Rosmarinic acid attenuates lipopolysaccharide-induced neuroinflammation and cognitive impairment in rats

Highlights

• Rosmarinic acid (RA) improved the LPS-induced memory deficit.

• RA could prevent hippocampal neural cell loss through non-amyloidogenic pathways.

• RA attenuated brain inflammation and reversed oxidant-antioxidant balance.

• RA prevented the overproduction of TNF-α, IL-1β, and IL-6 in rat brain.

• RA could reverse the hippocampal and cortical levels of MDA, NOx, and SOD.

Abstract

It has been recently demonstrated that rosmarinic acid (RA) through modulation in the amyloidogenic pathway exhibit neuroprotective potential in Alzheimer’s disease. However, its effects on non-amyloidogenic pathways such as neuroinflammation (NI) and oxidative stress have not been elucidated carefully. Hence, this study aimed to investigate the effect of RA on cognitive function, cortical and hippocampal oxidant-antioxidant balance, and proinflammatory cytokines production in lipopolysaccharide (LPS)-induced NI in rats. NI was induced by intracerebroventricular injection of LPS (50 μg/20 μL; 10 μL into each ventricle) in Wistar rats. RA (25 and 50 mg/kg.) was intraperitoneally administrated to the experimental groups 30 min before the LPS injection and continued once per day for seven days. Cognitive function was investigated by the Y-maze test, and the production of proinflammatory cytokines and oxidative stress markers were evaluated in their hippocampi (HIP) and prefrontal cortex (PFC). In addition, neuronal damage was evaluated in the HIP subfields histologically. The RA administration could alleviate cognitive impairments caused by NI in LPS-treated rats as evidenced by improved working memory and attenuated neuronal injury in the HIP subfields. RA treatment in a dose-dependent manner prevented the overproduction of tumor necrosis factor-alpha (TNF-α), interleukin 1 beta (IL-1β), and IL-6 in both the HIP and PFC. RA significantly alleviated the HIP and PFC levels of malondialdehyde (MDA) and nitric oxide (NOx) and enhanced the superoxide dismutase (SOD) activity. These findings demonstrated that RA could also exert its neuroprotective effects by modulating non-amyloidogenic pathways such as inflammation and oxidative stress.

Introduction

Neuroinflammation (NI) is one of the most common denominators in several neurodegenerative diseases. Therefore, in recent years, the role of inflammatory processes in the etiology of many neurological disorders has been studied (Gilhus and Deuschl, 2019). Consequently, a bulk of evidence is rising attention and pointing to the role of NI in the pathophysiology of several neurodegenerative disorders, including Alzheimer’s disease (AD), Parkinson’s disease (PD), and amyotrophic lateral sclerosis (Dorothée, 2018). NI is an inflammatory response of the central nervous system (CNS) mediated by abnormal secretion of proinflammatory cytokines, chemokines, and reactive oxygen/nitrogen species (DiSabato et al., 2016). It can lead to an ongoing pathologic process in the CNS by infiltration of peripheral immune cells, edema, neuronal atrophy, damage, and death overtime. These events affect neuronal structure and function during prolonged NI, resulting in cognitive and functional impairments (Chen et al., 2016). Considering that, modulation of the immune system has emerged as a therapeutic strategy in neurodegenerative diseases (Chen et al., 2016). In this approach, valuable signs of progress are being made as several studies show considerable promise for new substances, mainly natural products. However, more in vivo experiments are still needed to improve our understanding of these substances' mechanisms of action (Rekatsina et al., 2020).
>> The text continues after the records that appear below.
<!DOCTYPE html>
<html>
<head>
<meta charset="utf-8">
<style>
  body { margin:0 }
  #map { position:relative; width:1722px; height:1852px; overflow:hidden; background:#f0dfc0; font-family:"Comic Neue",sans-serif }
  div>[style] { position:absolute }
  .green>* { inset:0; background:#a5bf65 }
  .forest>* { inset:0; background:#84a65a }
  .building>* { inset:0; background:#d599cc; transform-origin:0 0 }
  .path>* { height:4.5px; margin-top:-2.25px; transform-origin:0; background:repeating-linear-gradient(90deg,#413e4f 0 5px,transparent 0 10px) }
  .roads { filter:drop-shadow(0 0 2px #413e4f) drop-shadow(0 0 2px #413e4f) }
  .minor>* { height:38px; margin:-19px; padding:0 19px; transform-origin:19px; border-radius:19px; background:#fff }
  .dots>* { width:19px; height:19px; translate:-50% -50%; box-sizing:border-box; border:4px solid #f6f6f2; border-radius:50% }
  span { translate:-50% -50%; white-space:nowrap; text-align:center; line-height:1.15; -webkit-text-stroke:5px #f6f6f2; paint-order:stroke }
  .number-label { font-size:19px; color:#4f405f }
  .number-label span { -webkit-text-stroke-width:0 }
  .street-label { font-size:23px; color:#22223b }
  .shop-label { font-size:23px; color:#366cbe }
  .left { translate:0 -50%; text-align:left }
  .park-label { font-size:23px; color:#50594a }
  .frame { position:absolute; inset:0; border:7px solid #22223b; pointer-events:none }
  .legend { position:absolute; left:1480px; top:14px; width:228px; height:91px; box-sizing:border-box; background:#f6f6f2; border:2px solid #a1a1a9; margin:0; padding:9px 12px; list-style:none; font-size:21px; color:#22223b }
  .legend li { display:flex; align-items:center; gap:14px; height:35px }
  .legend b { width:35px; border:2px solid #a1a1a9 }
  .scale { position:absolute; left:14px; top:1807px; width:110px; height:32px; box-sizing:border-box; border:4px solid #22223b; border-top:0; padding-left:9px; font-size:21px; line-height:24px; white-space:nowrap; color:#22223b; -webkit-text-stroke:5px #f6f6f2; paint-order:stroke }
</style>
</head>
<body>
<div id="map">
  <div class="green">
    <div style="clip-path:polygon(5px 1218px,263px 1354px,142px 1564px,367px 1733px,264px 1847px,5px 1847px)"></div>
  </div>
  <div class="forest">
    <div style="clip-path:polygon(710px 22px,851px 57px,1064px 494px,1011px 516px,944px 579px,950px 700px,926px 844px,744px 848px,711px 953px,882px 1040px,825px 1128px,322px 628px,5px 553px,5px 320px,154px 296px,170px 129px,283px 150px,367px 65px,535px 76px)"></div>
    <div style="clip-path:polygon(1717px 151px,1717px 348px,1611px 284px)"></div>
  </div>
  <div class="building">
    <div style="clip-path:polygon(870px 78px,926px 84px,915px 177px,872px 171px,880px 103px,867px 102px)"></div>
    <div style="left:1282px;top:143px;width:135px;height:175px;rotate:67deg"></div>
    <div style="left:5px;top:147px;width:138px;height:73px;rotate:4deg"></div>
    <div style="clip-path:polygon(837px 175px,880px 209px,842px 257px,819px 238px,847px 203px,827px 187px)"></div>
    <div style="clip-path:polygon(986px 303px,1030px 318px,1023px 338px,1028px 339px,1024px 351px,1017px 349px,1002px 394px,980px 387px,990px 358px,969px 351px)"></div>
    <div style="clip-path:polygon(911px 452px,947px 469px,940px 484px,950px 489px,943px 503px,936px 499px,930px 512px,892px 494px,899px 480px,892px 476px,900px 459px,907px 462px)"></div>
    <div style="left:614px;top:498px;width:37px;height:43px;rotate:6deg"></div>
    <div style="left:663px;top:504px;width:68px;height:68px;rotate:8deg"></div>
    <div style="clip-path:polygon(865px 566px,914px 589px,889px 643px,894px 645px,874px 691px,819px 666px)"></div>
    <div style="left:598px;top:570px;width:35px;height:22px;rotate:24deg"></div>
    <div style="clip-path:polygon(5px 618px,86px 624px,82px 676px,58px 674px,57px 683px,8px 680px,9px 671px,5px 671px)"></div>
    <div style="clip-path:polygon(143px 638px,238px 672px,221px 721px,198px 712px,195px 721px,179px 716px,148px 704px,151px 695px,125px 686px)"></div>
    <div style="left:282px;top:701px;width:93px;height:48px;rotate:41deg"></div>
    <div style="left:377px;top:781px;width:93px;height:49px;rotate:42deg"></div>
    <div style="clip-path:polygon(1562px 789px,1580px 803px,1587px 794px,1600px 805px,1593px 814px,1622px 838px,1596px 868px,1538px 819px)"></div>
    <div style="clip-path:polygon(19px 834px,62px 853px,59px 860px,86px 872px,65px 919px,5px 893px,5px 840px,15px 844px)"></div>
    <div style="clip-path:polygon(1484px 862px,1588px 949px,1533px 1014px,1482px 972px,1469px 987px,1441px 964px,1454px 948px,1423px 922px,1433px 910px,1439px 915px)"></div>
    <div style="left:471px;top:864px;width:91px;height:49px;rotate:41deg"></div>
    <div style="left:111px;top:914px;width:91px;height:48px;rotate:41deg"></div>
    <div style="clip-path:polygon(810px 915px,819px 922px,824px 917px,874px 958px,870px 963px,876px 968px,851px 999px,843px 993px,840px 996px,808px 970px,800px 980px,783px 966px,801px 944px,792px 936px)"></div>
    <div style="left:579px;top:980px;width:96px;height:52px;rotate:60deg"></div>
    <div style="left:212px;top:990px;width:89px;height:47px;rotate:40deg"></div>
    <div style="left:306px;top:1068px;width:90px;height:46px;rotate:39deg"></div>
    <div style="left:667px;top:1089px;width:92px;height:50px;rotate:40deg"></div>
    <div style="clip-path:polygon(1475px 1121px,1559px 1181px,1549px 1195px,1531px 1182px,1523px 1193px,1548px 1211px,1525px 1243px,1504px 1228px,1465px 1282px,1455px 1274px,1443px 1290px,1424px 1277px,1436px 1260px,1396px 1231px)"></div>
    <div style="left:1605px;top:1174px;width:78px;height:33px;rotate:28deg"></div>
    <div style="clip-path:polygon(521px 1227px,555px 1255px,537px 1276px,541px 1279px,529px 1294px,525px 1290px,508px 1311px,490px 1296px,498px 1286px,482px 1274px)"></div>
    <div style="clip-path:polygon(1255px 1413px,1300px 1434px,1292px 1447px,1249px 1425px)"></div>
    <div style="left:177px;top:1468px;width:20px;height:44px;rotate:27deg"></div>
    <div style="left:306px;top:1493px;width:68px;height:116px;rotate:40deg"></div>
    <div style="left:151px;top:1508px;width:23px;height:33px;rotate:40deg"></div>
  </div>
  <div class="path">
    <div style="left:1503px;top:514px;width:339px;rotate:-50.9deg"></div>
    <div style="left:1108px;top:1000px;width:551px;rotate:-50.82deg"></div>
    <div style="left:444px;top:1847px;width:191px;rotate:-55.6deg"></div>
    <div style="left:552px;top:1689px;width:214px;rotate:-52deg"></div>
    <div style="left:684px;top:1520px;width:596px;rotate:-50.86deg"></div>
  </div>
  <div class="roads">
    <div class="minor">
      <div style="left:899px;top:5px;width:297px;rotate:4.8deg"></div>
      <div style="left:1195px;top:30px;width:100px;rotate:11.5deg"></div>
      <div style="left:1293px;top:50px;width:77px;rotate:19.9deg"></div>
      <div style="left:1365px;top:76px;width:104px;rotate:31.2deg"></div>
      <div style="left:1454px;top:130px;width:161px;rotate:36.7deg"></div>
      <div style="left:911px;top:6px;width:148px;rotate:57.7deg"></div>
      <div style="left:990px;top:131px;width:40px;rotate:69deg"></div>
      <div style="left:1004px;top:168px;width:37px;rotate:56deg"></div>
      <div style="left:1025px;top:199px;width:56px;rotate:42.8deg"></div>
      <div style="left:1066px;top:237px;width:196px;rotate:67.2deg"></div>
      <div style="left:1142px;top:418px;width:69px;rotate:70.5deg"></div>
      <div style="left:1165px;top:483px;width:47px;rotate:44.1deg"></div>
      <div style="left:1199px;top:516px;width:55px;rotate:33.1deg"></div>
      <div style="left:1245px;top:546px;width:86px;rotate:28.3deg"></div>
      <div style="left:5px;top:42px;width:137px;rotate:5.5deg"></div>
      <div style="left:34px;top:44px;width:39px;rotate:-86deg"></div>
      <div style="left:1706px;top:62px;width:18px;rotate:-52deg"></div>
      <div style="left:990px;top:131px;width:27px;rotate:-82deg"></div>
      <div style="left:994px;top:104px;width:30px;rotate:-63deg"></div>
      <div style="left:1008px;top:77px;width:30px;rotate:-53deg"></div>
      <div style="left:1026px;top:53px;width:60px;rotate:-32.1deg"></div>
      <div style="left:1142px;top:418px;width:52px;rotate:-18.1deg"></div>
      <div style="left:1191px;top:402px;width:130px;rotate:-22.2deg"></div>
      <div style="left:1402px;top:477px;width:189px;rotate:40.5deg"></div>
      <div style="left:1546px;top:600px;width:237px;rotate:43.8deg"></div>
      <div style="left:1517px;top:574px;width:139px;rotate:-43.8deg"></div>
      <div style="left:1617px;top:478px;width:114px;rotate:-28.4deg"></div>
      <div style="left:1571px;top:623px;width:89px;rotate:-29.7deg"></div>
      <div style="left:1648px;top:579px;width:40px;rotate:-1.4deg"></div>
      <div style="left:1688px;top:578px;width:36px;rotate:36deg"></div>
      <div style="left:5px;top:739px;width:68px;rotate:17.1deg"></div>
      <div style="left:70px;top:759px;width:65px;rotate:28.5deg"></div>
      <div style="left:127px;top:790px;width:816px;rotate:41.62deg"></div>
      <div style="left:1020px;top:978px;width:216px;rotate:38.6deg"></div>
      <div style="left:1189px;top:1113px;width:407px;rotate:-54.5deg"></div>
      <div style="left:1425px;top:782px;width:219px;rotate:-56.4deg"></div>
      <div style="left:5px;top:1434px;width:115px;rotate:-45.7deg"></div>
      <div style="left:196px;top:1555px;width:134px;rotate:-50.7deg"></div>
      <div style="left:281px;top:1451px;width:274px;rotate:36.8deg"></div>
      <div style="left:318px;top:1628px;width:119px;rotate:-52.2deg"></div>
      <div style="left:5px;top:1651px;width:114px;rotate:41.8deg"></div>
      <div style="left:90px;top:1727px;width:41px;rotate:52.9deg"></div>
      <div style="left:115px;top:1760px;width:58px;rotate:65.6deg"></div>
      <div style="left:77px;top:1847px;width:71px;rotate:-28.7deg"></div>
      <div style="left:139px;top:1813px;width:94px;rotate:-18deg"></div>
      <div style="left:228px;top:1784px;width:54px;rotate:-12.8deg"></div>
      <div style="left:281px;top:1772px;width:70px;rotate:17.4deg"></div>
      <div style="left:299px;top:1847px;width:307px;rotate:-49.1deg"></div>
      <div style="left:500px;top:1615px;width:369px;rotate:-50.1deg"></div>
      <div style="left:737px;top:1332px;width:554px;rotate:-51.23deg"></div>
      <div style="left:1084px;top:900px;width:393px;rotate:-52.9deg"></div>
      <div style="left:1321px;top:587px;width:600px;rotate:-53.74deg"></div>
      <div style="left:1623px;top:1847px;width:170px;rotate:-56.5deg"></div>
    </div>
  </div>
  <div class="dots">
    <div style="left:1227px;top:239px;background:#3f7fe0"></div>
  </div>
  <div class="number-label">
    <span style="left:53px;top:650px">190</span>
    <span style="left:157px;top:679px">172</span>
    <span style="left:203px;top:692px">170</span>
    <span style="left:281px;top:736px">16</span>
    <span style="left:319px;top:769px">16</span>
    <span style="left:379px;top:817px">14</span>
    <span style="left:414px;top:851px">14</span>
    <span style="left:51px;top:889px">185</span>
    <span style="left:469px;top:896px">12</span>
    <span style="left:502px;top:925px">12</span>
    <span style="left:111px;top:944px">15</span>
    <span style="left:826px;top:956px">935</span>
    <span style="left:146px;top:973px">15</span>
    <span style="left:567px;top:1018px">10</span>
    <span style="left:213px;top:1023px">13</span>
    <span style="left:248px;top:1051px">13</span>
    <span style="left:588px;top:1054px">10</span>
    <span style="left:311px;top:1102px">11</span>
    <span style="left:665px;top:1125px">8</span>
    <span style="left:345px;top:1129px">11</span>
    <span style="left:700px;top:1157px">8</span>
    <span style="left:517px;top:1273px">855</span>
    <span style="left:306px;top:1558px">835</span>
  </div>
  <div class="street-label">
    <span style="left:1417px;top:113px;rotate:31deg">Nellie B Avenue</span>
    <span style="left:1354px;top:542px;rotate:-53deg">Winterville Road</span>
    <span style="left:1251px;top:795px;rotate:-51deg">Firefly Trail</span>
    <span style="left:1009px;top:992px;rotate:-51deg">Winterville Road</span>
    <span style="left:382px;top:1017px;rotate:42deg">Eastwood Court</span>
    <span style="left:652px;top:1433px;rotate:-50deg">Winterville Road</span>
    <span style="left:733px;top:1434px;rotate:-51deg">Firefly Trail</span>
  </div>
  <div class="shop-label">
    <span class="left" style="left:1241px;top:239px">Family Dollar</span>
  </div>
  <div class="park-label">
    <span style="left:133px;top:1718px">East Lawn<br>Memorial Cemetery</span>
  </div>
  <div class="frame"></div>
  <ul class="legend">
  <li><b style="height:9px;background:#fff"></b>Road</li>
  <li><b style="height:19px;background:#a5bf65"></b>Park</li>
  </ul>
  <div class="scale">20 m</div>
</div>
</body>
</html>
Rosmarinic acid (RA) is naturally found in the Lamiaceae family, such as rosemary, sage, lemon balm, mint, and sweet basil (Nadeem et al., 2019). The accumulating evidence supporting that RA exerts powerful neuroprotective, antimicrobial, anti-inflammatory, anti-aging, and antioxidant effects (Ma et al., 2020; Nadeem et al., 2019). However, its mechanisms of action have not been completely elucidated. For example, a recently published study demonstrated that RA by increasing brain monoamines such as norepinephrine, dopamine, and levodopa could suppress amyloid-beta aggregation in a mouse model of AD (Hase et al., 2019). Since NI, as a key pathological event, triggers and perpetuates several neurodegenerative diseases such as AD, its modulation could influence other pathological mechanisms linked to the neurodegenerative process (Batista et al., 2019). Therefore, we hypothesized that RA probably could affect other pathological mechanisms involved in AD like NI and oxidative stress. Consequently, this study aimed to broaden current knowledge of mechanisms through which RA impacts neurodegenerative diseases' pathogenesis. To test the hypothesis, we established a rat model of NI by intracerebroventricular (ICV) injection of lipopolysaccharide (LPS) and evaluated RA's possible anti-NI efficiency in systemic administration.